While a few severe winter weather fronts hit the non-Sun Belt portions of the United States, including a blast of deep snow along the Eastern Seaboard in early February, enough scrap has apparently flowed into yards to make U.S. mill buyers comfortable that they can procure scrap from multiple sources.
A recycler in the South says mill buyers may be overconfident, though, and, while they did bid prices down in February, they had anticipated an even steeper price drop.
As indicated by AMM’s export indices, overseas buyers in early February bought scrap for less compared with January, with weak East Coast pricing being indicative of reduced interest from Turkish mills.

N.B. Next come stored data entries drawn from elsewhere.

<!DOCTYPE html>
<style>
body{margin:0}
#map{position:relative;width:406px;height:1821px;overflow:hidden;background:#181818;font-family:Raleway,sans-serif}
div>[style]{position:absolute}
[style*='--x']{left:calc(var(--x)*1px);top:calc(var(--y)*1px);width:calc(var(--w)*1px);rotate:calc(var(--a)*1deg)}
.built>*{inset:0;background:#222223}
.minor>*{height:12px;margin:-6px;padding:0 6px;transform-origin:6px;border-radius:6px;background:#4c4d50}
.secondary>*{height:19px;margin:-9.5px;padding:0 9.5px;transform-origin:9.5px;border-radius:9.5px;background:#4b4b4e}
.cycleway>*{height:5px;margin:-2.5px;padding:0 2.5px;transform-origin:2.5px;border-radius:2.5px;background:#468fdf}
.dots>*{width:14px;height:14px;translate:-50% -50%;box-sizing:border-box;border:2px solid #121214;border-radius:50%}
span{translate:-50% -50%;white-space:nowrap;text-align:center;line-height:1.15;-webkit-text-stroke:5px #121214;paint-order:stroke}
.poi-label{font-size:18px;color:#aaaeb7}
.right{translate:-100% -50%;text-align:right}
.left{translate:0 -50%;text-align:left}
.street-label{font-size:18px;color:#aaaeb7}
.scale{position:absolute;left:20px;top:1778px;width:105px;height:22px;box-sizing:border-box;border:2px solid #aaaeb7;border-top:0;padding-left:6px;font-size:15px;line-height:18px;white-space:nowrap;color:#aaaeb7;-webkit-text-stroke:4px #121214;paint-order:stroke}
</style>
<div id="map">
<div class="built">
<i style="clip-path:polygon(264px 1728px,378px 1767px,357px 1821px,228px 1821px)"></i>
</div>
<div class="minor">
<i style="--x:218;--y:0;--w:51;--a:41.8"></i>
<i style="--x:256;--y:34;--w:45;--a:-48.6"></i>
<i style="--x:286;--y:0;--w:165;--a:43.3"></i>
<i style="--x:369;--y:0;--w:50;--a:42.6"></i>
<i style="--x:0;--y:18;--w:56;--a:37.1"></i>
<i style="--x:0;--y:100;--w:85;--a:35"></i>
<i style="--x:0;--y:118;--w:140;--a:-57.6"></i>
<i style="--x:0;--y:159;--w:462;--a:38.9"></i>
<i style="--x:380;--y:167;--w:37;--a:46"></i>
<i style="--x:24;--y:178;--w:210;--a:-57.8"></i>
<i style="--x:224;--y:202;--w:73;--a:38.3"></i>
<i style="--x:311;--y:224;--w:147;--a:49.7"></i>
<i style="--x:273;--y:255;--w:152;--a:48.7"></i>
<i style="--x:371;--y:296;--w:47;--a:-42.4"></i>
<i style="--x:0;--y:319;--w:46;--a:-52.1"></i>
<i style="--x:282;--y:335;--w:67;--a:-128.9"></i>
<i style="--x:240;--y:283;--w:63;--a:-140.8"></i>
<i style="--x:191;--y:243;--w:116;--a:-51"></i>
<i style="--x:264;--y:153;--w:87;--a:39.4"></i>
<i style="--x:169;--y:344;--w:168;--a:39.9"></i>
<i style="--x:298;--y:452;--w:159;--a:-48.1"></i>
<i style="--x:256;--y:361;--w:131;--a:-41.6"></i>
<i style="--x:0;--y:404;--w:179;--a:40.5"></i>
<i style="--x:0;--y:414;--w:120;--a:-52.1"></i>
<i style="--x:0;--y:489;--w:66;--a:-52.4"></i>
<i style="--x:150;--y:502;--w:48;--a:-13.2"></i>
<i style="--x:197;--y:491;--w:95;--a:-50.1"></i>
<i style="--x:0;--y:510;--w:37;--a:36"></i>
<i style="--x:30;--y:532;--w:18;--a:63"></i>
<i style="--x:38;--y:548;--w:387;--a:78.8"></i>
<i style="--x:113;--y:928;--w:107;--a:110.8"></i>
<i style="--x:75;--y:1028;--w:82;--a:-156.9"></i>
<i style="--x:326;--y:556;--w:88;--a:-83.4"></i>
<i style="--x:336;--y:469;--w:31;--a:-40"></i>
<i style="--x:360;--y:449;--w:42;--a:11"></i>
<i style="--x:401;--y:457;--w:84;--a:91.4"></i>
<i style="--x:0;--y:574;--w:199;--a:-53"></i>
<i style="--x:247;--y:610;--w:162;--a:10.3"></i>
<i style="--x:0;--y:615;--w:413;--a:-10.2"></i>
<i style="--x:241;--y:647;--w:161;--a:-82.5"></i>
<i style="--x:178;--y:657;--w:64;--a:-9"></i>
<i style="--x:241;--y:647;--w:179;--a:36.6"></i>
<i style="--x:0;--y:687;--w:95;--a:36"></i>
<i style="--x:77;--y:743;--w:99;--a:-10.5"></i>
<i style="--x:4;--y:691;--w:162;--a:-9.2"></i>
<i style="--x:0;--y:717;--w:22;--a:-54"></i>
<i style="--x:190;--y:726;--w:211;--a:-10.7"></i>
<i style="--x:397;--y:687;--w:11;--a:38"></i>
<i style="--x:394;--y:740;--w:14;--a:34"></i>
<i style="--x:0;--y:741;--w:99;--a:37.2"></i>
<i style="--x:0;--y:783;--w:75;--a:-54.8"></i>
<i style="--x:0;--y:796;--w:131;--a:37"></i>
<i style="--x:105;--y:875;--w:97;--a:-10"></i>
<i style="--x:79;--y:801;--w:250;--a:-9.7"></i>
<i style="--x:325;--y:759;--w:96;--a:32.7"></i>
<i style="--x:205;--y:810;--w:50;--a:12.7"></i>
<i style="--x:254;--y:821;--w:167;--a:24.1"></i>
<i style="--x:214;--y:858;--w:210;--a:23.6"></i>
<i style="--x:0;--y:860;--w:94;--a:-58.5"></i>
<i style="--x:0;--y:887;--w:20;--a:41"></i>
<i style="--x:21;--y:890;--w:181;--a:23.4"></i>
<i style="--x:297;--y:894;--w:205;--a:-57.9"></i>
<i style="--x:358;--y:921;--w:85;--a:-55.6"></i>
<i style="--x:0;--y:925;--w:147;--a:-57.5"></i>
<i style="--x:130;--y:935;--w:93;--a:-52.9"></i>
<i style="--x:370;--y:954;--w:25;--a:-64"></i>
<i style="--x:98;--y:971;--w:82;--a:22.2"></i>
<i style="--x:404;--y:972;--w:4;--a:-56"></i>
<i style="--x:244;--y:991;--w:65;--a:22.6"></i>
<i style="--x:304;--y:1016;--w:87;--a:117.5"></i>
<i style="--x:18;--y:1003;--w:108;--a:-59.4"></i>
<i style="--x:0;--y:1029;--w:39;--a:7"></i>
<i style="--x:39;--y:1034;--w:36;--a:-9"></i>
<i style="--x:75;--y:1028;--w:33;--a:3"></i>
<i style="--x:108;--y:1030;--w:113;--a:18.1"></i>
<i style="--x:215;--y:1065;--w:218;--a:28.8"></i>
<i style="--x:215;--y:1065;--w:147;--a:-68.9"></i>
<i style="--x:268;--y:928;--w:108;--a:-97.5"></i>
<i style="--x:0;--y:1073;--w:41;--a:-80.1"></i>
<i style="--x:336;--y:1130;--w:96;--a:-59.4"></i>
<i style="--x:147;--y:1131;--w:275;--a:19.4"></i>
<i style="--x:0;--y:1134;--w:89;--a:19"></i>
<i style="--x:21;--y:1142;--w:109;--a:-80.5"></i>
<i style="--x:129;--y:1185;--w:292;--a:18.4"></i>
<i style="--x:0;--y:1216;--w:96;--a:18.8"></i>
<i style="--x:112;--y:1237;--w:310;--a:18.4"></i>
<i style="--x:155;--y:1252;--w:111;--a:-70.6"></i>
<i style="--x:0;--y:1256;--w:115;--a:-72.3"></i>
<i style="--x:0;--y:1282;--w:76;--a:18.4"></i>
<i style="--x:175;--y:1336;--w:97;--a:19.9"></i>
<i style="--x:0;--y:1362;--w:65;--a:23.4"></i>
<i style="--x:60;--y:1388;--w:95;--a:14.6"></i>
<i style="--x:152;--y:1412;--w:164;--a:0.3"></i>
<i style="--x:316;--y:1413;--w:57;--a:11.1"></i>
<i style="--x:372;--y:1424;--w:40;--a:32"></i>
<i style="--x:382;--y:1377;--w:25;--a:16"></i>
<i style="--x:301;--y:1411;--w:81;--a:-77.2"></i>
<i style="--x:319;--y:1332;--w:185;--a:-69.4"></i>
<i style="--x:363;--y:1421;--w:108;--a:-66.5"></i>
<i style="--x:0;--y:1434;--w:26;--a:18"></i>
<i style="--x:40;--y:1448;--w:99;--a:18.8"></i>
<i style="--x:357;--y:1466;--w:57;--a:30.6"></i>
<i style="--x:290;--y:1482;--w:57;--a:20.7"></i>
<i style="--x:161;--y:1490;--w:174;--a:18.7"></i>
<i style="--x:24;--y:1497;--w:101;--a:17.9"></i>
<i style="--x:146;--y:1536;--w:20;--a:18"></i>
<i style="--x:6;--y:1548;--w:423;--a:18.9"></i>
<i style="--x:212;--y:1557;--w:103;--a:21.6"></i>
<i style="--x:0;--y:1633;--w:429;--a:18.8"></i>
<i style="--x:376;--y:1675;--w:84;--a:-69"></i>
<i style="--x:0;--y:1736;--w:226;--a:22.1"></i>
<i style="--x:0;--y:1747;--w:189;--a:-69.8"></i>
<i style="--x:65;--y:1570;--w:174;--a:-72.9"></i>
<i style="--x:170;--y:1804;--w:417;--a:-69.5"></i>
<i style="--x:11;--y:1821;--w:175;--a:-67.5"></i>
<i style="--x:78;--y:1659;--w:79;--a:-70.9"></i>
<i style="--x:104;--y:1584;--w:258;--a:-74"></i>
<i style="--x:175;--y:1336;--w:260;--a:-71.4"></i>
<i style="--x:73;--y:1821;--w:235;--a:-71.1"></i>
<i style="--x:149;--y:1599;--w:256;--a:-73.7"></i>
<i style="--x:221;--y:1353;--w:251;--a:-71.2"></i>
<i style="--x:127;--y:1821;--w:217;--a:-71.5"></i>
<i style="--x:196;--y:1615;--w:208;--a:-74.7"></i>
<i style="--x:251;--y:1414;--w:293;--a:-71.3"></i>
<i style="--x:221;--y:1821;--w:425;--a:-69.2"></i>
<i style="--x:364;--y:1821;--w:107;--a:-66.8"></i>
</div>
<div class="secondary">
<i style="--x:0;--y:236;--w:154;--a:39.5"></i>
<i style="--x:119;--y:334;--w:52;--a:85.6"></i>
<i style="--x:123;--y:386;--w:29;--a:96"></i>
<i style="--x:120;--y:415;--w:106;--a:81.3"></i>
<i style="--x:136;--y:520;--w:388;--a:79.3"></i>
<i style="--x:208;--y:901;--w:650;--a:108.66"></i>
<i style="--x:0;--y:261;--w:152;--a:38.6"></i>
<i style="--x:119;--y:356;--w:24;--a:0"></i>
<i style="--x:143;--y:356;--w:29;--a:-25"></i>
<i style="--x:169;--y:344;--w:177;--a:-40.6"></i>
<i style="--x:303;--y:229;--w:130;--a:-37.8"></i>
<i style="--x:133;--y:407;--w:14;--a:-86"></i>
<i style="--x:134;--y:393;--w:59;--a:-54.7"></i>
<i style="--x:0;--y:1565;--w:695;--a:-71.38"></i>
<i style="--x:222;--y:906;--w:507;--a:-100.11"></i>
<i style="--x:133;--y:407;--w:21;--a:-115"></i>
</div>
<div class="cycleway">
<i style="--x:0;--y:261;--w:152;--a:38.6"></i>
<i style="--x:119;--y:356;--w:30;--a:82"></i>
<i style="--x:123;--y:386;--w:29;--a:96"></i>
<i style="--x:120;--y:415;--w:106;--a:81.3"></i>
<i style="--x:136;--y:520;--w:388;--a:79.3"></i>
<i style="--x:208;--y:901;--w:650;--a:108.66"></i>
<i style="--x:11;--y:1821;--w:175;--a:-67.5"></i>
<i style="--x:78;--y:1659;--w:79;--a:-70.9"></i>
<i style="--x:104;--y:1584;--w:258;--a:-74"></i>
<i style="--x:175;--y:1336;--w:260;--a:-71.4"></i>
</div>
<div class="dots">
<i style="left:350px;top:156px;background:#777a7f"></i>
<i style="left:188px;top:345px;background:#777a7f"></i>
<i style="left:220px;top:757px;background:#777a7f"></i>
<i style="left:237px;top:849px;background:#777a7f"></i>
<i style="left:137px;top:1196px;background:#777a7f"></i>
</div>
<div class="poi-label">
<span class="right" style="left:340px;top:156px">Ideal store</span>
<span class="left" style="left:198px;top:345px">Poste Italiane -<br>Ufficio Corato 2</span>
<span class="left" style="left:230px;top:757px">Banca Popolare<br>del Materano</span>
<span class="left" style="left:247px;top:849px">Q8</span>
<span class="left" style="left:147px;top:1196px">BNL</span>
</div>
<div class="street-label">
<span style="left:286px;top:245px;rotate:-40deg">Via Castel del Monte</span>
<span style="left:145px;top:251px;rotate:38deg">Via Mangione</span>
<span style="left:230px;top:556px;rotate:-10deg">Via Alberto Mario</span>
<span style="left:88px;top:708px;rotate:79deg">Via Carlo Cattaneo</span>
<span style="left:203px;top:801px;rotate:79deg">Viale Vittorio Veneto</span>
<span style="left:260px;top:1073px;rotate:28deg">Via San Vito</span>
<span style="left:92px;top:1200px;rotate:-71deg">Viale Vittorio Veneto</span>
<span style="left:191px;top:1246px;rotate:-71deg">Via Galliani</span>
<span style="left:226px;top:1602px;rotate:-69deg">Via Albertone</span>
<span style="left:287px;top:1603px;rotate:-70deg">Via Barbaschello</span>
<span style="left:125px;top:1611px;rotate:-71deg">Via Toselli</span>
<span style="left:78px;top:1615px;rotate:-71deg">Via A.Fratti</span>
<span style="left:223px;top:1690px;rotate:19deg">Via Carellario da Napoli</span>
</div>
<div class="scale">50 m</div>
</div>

AMM also reports that one or more buyers from China came into the U.S. Pacific Coast market in early 2017 to buy ferrous scrap bulk cargoes. The activity helped AMM’s West Coast ferrous scrap index price drop by only $13 per ton in value compared with a sharper $48 per ton drop in the East Coast index price.
The first six weeks of 2017 have brought encouraging news on domestic steel output, according to figures gathered by the Washington-based American Iron and Steel Institute (AISI).
In the week ending Feb. 11, 2017, steel output in the U.S. was 1.74 million tons, produced at a mill capacity rate of 73.4 percent. That represents a 1.7 percent increase compared with the 1.71 million tons produced the week ending Feb. 11, 2016. The most recent weekly output also is up by 0.9 percent compared with the previous week.
Year to date through Feb. 11, 2017, some 10.3 million tons of steel have been produced in the U.S., a 5.1 percent increase compared with the first six weeks of 2016. The average mill capacity rate of 72.4 percent in 2017 is up from a 70.8 percent figure at the same time in 2016.
For several years, China has produced far more steel—by an order of 100 million tons or more—than it can consume domestically, an overcapacity situation that has suppressed prices globally, according to critics.
Much of China’s steel is made by state-owned enterprises (SOEs), and China’s central government and provincial governments in northern China have shown little willingness to shutter mills there and issue mass layoff notices.
Signs in February indicated that the battle against air pollution, which has widespread public support, finally could provide some political cover to reluctant government officials to make some meaningful capacity cuts.
Reuters reported in mid-February about a policy under consideration in China to more intensely scrutinize emissions at steel mills and aluminum production plants.
In that policy’s first draft, according to Reuters, China’s Ministry of Environmental Protection (MEP) has proposed measures that could slash steel capacity by some 50 percent and aluminum capacity by 30 percent in several different parts of China.
“Demand seems ready to pick up some, and over-the-scale prices have increased, causing more activity and interest in selling scrap.” – Jerry Miller, Wm. Miller Scrap Iron & Metal Co.
The northeast of China is a particular focus of the policy as it has been battling visibly high air pollution levels for several years. The document outlines plans to cut steel and fertilizer production capacity by at least half and aluminum production capacity by at least 30 percent in 28 cities across five regions in China.
The government scrutiny of metals production is being conducted in tandem with a widely reported public protest against a proposed aluminum plant in northern China.